Task directions — Repeat only the stretch of lines below that runs from the line with "position:relative; width:1476px; height:977px;" through the line with "line-height:1.15; -webkit-text-stroke:5px #fff;", unaltered.

** Dataset extract follows **

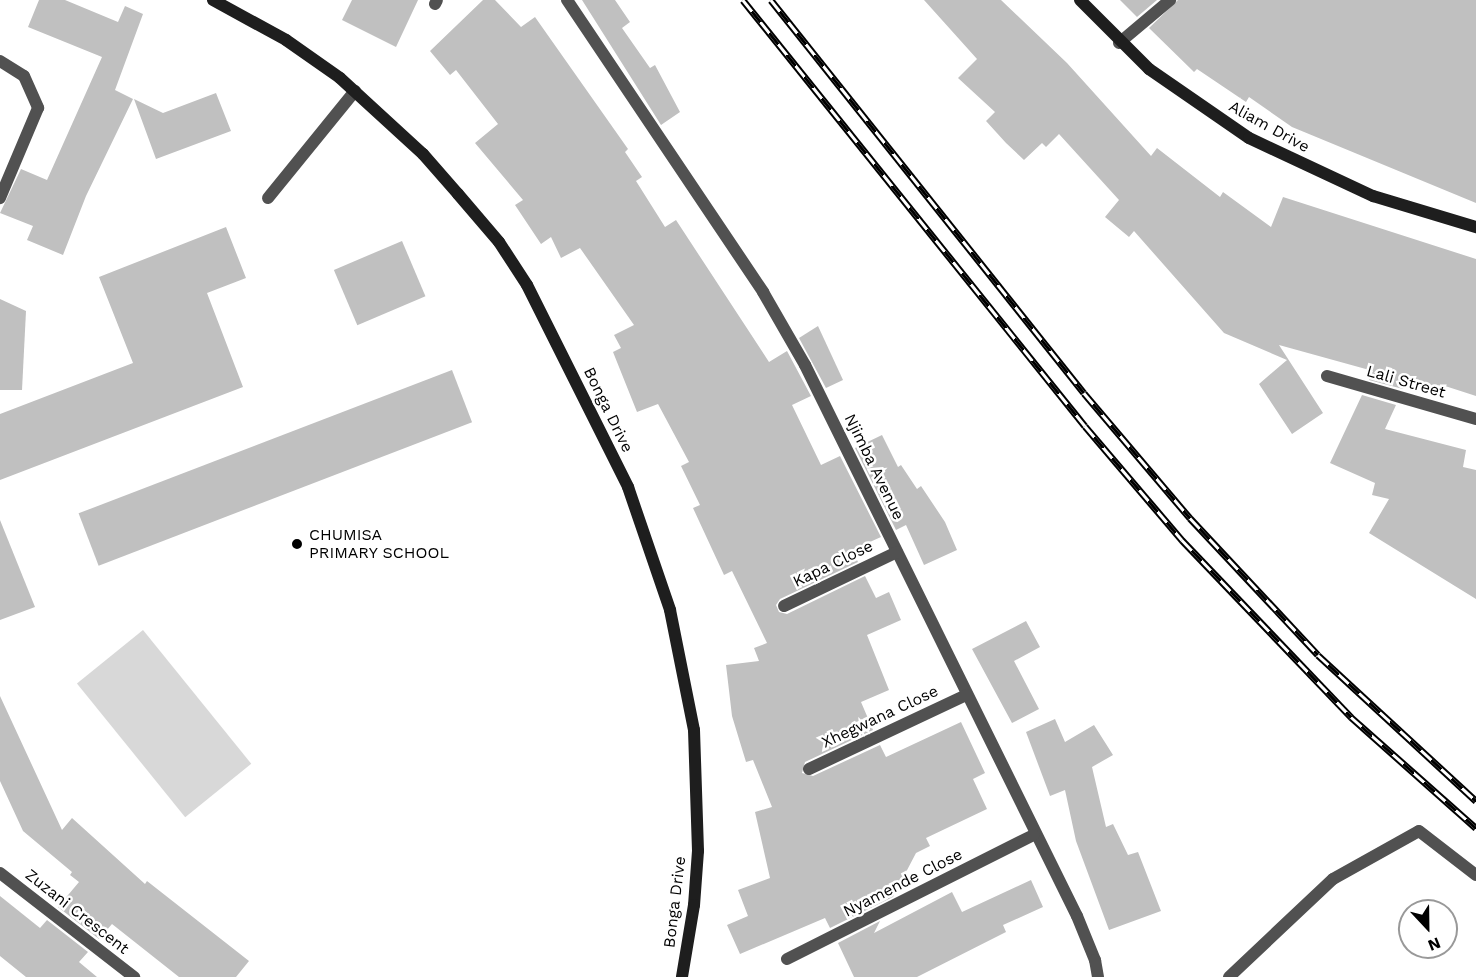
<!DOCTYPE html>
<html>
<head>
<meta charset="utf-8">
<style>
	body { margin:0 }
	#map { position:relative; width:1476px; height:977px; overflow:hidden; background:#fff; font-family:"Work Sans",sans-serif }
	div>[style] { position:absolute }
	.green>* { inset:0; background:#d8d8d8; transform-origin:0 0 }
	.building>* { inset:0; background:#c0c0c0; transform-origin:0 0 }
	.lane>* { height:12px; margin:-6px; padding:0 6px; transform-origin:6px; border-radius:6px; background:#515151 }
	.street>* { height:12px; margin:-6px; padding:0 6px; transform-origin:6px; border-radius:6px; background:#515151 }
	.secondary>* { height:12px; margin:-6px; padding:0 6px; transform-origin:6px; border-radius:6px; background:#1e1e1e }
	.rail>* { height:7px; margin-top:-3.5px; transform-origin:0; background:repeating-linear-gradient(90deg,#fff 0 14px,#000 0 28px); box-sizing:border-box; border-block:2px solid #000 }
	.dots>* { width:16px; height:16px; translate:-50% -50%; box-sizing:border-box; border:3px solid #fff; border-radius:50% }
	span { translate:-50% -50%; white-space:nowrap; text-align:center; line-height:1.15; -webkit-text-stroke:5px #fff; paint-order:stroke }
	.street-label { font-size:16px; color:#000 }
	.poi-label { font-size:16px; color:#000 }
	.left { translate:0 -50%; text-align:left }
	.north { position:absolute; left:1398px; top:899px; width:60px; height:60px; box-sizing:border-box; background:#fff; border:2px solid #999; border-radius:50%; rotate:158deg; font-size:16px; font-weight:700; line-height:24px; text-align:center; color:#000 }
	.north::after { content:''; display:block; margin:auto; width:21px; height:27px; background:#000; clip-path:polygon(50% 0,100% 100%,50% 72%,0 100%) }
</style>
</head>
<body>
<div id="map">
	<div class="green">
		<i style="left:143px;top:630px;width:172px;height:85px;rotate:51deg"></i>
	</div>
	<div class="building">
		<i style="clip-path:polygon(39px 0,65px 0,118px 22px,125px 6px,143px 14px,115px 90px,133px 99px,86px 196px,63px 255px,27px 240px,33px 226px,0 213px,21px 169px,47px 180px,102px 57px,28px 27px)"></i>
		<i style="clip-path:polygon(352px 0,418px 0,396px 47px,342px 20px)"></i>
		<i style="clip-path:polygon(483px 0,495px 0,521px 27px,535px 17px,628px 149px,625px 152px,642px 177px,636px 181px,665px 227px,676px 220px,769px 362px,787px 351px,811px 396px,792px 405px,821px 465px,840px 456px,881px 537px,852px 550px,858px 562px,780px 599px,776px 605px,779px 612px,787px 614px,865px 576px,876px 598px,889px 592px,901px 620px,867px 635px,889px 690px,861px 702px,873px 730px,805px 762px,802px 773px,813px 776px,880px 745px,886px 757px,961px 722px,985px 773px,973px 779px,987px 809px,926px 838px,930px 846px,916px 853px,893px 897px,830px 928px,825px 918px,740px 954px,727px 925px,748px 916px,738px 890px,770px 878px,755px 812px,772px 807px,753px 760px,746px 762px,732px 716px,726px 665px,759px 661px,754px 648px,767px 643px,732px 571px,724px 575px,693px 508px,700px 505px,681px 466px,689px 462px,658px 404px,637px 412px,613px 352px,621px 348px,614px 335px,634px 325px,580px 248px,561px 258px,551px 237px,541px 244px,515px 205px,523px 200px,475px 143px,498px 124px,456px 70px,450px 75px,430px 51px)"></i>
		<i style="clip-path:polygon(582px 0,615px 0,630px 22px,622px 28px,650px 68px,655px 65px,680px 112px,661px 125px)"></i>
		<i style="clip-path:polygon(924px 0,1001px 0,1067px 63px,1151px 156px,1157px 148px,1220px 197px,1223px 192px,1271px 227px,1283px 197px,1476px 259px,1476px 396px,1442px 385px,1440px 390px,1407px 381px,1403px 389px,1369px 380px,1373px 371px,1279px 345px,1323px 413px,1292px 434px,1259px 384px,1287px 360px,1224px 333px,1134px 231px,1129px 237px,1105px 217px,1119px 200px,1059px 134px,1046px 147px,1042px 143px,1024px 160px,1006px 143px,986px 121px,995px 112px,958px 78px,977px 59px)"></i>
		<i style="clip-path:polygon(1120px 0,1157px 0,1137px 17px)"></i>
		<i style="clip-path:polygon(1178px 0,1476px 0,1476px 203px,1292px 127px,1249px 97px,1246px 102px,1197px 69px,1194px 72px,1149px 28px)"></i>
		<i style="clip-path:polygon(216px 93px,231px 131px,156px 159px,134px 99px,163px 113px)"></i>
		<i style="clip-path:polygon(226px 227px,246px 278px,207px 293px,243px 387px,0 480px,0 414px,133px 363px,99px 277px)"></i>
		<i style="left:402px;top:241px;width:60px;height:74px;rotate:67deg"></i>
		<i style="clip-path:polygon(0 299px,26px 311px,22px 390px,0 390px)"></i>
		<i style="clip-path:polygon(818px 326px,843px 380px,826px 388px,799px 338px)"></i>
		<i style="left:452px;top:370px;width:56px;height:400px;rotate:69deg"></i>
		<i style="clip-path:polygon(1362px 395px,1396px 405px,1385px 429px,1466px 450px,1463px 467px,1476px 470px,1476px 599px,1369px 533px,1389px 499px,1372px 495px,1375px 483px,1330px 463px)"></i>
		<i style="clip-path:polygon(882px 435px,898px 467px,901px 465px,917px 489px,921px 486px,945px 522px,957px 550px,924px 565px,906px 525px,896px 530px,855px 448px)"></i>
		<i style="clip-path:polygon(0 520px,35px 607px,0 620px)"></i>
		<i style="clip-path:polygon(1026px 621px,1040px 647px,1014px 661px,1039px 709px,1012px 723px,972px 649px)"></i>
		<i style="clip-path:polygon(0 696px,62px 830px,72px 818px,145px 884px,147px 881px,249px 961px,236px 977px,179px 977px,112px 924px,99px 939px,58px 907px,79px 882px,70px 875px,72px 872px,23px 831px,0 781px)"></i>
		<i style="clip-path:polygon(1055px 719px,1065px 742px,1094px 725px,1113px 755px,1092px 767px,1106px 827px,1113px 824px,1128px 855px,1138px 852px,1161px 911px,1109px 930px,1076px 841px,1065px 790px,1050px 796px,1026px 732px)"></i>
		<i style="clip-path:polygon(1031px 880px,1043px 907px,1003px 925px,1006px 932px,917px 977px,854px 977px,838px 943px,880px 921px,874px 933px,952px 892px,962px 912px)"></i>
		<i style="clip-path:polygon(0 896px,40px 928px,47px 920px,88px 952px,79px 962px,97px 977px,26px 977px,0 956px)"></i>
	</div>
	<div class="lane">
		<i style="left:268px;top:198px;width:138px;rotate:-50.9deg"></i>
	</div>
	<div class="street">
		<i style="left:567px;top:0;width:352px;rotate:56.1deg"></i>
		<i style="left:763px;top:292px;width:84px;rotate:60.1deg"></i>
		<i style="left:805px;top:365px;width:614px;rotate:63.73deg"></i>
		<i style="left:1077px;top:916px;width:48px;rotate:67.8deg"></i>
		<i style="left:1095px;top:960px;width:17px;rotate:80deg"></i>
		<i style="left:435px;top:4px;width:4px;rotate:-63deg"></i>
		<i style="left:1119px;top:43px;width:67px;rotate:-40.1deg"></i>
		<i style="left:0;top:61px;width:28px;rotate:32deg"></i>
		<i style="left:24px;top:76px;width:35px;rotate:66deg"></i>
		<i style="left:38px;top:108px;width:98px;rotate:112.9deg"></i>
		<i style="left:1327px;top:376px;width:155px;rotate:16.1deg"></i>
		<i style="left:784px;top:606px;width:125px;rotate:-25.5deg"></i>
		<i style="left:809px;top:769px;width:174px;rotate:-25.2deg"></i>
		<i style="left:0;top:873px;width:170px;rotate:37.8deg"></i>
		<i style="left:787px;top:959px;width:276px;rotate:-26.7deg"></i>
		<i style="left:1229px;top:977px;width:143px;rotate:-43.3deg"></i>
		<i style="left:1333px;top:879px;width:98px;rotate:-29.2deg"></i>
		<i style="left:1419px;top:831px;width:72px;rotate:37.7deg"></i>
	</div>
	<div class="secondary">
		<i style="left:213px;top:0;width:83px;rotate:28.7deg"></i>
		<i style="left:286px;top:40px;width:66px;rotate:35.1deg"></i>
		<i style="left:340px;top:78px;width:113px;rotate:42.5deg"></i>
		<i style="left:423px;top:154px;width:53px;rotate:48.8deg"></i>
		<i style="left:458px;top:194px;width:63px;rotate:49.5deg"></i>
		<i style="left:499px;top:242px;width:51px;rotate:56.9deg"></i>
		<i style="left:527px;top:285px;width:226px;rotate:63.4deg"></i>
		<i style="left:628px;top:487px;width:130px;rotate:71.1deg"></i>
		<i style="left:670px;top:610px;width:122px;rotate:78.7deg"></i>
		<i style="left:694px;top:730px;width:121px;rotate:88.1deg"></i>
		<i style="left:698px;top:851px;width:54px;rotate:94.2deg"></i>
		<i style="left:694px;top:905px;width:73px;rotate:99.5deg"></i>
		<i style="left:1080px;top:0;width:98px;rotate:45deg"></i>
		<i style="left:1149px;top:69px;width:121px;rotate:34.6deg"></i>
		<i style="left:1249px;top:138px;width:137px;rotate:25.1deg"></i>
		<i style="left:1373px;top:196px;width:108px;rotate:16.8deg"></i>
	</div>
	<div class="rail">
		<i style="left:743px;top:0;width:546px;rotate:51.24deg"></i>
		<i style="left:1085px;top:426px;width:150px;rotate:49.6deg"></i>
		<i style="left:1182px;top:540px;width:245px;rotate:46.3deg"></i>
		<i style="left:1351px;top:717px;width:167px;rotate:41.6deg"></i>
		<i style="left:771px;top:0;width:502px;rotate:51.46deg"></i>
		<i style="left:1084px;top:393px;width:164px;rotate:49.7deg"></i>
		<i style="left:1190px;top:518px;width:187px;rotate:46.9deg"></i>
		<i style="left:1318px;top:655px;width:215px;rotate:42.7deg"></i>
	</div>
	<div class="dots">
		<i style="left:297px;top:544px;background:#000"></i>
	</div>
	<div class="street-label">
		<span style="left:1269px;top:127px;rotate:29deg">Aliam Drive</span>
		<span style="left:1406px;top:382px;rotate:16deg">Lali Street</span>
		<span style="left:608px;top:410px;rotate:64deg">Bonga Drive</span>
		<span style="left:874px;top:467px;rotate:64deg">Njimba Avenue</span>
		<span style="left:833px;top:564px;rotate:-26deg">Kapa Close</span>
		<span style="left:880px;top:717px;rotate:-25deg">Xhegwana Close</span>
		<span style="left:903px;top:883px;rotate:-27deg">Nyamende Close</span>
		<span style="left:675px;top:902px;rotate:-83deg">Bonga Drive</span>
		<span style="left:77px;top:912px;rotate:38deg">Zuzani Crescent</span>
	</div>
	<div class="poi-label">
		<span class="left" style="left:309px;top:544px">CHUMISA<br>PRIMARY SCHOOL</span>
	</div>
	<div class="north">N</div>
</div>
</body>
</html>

** End of Dataset extract **
** Dataset extract follows **

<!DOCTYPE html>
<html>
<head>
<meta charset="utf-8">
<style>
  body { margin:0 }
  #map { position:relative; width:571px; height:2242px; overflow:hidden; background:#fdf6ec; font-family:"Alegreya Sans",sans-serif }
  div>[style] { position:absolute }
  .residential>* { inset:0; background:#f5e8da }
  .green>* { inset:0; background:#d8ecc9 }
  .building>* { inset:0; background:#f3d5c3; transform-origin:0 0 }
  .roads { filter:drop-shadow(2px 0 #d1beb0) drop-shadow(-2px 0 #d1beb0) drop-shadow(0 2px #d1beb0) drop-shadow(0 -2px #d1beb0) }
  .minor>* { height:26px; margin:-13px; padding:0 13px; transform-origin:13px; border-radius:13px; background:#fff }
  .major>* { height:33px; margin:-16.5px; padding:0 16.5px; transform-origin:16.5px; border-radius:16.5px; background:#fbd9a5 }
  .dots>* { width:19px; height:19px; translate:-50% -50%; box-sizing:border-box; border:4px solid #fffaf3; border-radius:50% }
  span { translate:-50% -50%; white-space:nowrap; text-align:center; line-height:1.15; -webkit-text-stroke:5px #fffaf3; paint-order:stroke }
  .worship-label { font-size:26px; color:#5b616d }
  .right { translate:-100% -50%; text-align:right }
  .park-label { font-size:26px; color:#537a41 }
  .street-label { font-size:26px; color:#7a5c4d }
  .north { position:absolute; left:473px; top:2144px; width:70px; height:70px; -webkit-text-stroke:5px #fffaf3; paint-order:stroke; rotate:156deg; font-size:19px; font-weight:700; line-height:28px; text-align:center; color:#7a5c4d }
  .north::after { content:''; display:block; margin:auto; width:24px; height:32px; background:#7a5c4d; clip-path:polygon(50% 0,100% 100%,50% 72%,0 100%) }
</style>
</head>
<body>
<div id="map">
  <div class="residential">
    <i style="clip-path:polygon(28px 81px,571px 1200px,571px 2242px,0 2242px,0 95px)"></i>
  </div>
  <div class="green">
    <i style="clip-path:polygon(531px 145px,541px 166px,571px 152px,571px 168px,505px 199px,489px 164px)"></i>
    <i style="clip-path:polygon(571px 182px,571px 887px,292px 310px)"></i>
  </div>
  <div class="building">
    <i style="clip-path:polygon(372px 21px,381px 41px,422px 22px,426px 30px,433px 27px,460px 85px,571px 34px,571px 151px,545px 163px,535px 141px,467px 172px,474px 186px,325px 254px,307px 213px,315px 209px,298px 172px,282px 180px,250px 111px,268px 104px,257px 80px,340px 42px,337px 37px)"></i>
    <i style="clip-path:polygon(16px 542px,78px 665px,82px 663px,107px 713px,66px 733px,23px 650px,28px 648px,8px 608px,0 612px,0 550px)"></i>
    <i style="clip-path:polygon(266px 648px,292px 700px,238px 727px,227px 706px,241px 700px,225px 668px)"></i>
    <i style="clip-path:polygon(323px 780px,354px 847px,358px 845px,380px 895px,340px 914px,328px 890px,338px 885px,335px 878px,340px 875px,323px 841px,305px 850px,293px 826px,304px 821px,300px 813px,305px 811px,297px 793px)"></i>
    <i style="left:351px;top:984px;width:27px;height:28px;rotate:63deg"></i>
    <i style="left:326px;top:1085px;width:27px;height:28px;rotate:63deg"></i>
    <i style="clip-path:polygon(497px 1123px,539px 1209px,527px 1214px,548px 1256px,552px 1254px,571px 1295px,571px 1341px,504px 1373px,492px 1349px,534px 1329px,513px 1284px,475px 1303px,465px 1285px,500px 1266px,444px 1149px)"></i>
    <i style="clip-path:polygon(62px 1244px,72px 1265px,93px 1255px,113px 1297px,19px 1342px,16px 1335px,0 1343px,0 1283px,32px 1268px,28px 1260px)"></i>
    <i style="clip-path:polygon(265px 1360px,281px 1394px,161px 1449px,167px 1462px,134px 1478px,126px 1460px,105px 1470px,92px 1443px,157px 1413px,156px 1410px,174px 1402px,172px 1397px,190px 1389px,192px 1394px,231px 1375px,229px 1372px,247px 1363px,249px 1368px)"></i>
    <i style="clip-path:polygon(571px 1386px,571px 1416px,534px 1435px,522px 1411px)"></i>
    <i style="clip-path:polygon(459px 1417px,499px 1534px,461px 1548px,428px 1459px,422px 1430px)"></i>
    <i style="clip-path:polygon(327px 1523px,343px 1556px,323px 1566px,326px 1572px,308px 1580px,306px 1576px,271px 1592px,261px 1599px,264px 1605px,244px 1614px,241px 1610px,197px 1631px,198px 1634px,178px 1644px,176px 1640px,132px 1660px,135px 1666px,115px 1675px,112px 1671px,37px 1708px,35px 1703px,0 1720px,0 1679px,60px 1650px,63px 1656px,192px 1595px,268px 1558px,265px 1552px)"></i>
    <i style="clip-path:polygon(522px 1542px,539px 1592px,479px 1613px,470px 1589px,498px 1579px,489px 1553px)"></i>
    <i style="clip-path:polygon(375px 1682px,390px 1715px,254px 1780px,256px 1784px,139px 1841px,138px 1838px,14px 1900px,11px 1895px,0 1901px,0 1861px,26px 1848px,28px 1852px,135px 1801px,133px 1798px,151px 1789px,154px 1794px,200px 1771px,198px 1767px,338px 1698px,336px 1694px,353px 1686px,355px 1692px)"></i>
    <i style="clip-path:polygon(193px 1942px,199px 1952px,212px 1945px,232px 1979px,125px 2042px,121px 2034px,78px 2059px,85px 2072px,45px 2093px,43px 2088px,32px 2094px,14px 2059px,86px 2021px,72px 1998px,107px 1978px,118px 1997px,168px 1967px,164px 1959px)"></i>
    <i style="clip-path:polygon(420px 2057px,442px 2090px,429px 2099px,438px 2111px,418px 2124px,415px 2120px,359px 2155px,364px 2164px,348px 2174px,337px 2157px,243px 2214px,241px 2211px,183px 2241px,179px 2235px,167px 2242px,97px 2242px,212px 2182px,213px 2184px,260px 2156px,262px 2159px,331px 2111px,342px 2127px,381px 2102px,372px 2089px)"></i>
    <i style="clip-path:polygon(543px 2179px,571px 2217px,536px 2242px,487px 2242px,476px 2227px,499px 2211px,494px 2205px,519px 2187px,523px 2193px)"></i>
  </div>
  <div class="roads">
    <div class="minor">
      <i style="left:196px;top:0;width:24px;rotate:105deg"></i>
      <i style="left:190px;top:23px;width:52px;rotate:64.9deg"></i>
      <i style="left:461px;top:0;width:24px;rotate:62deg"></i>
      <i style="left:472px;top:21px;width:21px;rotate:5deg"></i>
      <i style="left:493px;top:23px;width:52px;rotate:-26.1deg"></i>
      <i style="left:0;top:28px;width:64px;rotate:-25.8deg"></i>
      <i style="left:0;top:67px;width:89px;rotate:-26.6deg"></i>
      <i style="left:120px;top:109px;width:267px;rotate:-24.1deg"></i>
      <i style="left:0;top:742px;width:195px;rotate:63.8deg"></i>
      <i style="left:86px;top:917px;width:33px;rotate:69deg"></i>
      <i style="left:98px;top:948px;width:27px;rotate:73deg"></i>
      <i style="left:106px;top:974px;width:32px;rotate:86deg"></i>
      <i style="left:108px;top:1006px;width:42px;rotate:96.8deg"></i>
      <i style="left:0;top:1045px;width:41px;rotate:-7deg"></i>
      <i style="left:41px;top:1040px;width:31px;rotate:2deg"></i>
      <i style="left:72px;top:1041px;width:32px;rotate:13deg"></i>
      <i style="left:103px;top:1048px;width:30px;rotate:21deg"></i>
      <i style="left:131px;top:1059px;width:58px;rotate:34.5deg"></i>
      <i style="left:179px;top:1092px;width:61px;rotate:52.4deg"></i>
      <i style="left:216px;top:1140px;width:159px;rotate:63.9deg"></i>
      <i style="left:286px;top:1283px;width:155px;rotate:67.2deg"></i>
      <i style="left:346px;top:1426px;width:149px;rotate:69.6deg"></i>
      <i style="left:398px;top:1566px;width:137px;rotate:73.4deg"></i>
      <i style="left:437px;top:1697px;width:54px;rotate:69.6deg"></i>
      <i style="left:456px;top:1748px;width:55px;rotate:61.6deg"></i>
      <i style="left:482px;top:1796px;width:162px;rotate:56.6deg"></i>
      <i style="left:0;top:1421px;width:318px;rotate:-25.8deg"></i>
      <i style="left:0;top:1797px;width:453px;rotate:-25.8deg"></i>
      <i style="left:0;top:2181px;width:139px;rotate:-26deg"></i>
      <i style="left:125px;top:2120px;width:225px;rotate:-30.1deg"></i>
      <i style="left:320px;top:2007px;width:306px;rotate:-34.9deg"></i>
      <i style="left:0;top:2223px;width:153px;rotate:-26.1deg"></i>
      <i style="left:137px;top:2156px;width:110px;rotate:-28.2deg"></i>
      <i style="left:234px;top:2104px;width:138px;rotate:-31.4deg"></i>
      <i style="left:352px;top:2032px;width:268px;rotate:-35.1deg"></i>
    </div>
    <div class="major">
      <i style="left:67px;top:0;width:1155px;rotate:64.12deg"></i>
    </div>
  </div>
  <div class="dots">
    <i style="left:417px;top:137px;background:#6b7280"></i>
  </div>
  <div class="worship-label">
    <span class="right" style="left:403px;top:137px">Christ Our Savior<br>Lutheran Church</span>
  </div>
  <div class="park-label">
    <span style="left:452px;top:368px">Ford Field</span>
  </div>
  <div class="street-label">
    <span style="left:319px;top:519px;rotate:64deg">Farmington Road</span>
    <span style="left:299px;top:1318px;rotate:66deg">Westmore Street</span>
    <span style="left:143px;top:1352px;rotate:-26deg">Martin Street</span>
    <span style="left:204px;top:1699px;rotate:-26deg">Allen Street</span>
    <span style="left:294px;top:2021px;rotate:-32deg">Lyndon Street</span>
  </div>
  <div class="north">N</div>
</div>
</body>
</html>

** End of Dataset extract **

Expected answer —
	#map { position:relative; width:1476px; height:977px; overflow:hidden; background:#fff; font-family:"Work Sans",sans-serif }
	div>[style] { position:absolute }
	.green>* { inset:0; background:#d8d8d8; transform-origin:0 0 }
	.building>* { inset:0; background:#c0c0c0; transform-origin:0 0 }
	.lane>* { height:12px; margin:-6px; padding:0 6px; transform-origin:6px; border-radius:6px; background:#515151 }
	.street>* { height:12px; margin:-6px; padding:0 6px; transform-origin:6px; border-radius:6px; background:#515151 }
	.secondary>* { height:12px; margin:-6px; padding:0 6px; transform-origin:6px; border-radius:6px; background:#1e1e1e }
	.rail>* { height:7px; margin-top:-3.5px; transform-origin:0; background:repeating-linear-gradient(90deg,#fff 0 14px,#000 0 28px); box-sizing:border-box; border-block:2px solid #000 }
	.dots>* { width:16px; height:16px; translate:-50% -50%; box-sizing:border-box; border:3px solid #fff; border-radius:50% }
	span { translate:-50% -50%; white-space:nowrap; text-align:center; line-height:1.15; -webkit-text-stroke:5px #fff; paint-order:stroke }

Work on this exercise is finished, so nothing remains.